I am looking at buying a 750 sqm site and gaining planning to subdivide into 2.
I may just look to sell the second land vacant or build out and sell both.
Please can you advise the best tax effective structure to buy. Is there a way I can structure to reclaim the GST inputs on the build costs?
Also, if I don’t build but just sell 50% of the lot is there any tax traps I should be aware of? That is,potential GST being paid on the sale land etc?
This is something you would need specific legal advice on. It could be individual, company or trustee depending on the circumstances.
Ownership entity won’t change the GST outcome either. Certainly GST can apply to the sale of vacant land, especially if you subdivide and sell as you will be conducting an enterprise. Have a look into the margin scheme to reduce any GST
can a propco/opco structure be setup in australia similar to the uk to be able to deduct?
So it makes no difference if buying in personal name or trust?
I don’t know anything about the UK
There is no GST difference between ownership entities – in this situation, but there are a lot of other tax and non tax differences.
what is the best structure for buying a property to subdivide then sell half the land at back and keep the front property?

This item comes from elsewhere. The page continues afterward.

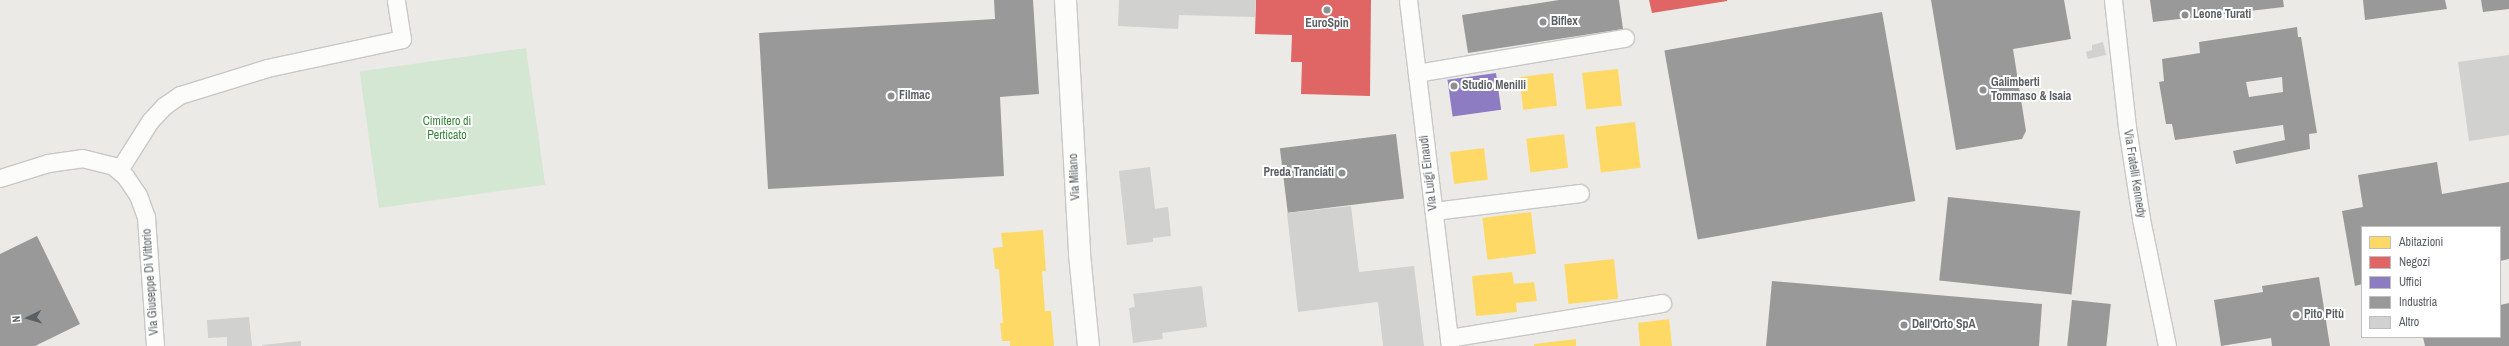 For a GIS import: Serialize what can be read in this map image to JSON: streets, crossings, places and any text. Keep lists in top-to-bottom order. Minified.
{"streets":{"street":["Via Luigi Einaudi","Via Fratelli Kennedy","Via Milano","Via Giuseppe Di Vittorio"]},"parks":["Cimitero di Perticato"],"places":["EuroSpin","Leone Turati","Biflex","Studio Menilli","Galimberti Tommaso & Isaia","Filmac","Preda Tranciati","Pito Pitù","Dell'Orto SpA"],"legend":["Abitazioni","Negozi","Uffici","Industria","Altro"],"north":"left"}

It could be anything depending on the circumstances. It will depend on a lot of thing – ability to claim the main residence exemption, land tax, intention with the front property, stamp duty laws, asset protection, estate planning etc etc
Once you determine which legal owner then you have to work out how to structure the structure. If it a company acting as trustee of a discretionary trust, then how to you fund the deposit, how about the remainder, who should be shareholder, director, terms of the trust, should the trustee be excluded as a beneficiary, should there be different capital and income beneficiaires, should default beneficiaries be included, if so what about the asset protecton issues etc
You need specific legal and tax advice.